Shadow Treasurer Angus Taylor and Shadow Finance Minister Jane Hume will on Monday unveil their alternative vision for management of the Australian economy and policies impacting the financial services industry.
Speaking at a Conexus Financial Political Series lunch in Melbourne, the two senior federal Coalition figures are expected to make the case against the Albanese government’s management of the budget, which Taylor described in May as a “cost of living con job”.
“After responding to two Budgets from the Albanese Labor Government, the Coalition’s economic team is ready to download on how they believe their Labor counterparts are performing,” said a spokesperson for the two shadow ministers’ offices.

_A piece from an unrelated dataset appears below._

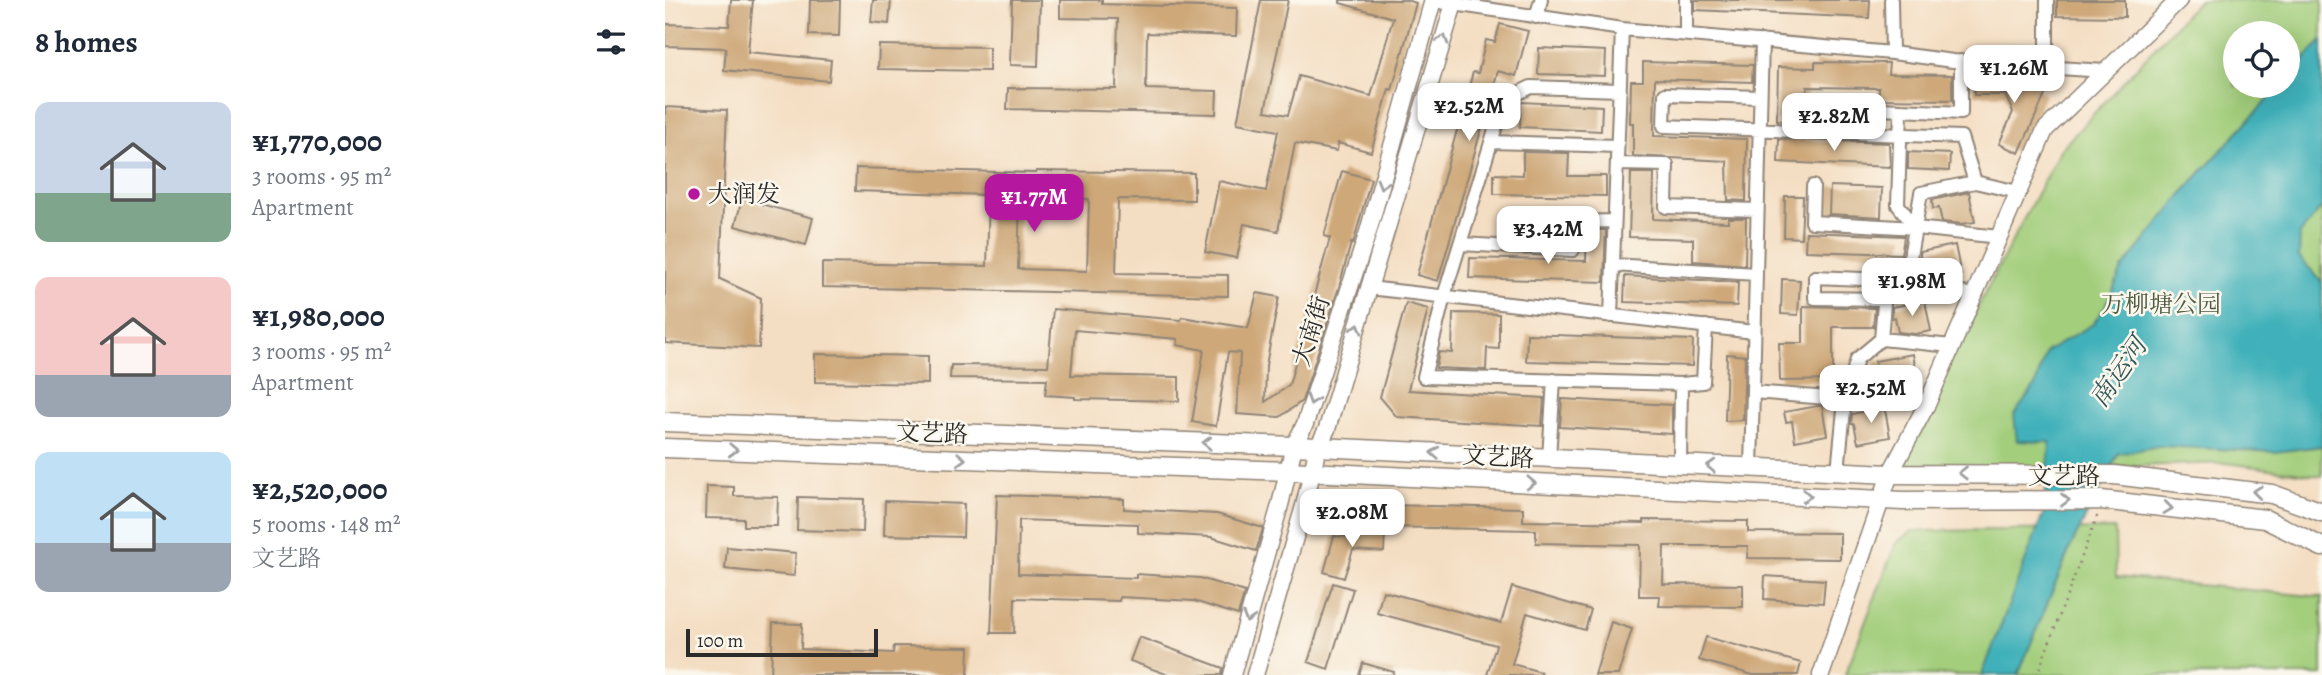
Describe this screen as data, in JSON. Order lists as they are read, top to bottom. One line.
{"streets":{"main road":["文艺路"],"street":["大南街"]},"crossings":[["大南街","文艺路"]],"water":["南运河"],"parks":["万柳塘公园"],"places":["大润发"],"scale_bar":"100 m","page":{"heading":"8 homes","price":["¥1.26M","¥2.52M","¥2.82M","¥1.77M","¥3.42M","¥1.98M","¥2.52M","¥2.08M"],"list":[{"name":"¥1,770,000","note":"3 rooms · 95 m² · Apartment"},{"name":"¥1,980,000","note":"3 rooms · 95 m² · Apartment"},{"name":"¥2,520,000","note":"5 rooms · 148 m² · 文艺路"}],"scale":"100 m"}}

“Shadow Treasurer Taylor and Shadow Finance Minister Hume have been critical of the $185 billion of additional expenditure in Labor’s Budget, given inflation is still far too high and remains sticky. Australians are in the midst of a cost of living crisis but the decisions taken by the government could very well be making the situation worse.”
The pair are also expected to criticise the government’s response to the Quality of Advice Review, which was commenced by the previous Coalition government in which they both served, acting on a recommendation of the Hayne royal commission. The review, chaired by Allens partner Michelle Levy, made 22 recommendations to boost access to affordable financial advice, including making it easier for superannuation funds to provide more advice to members about their retirement.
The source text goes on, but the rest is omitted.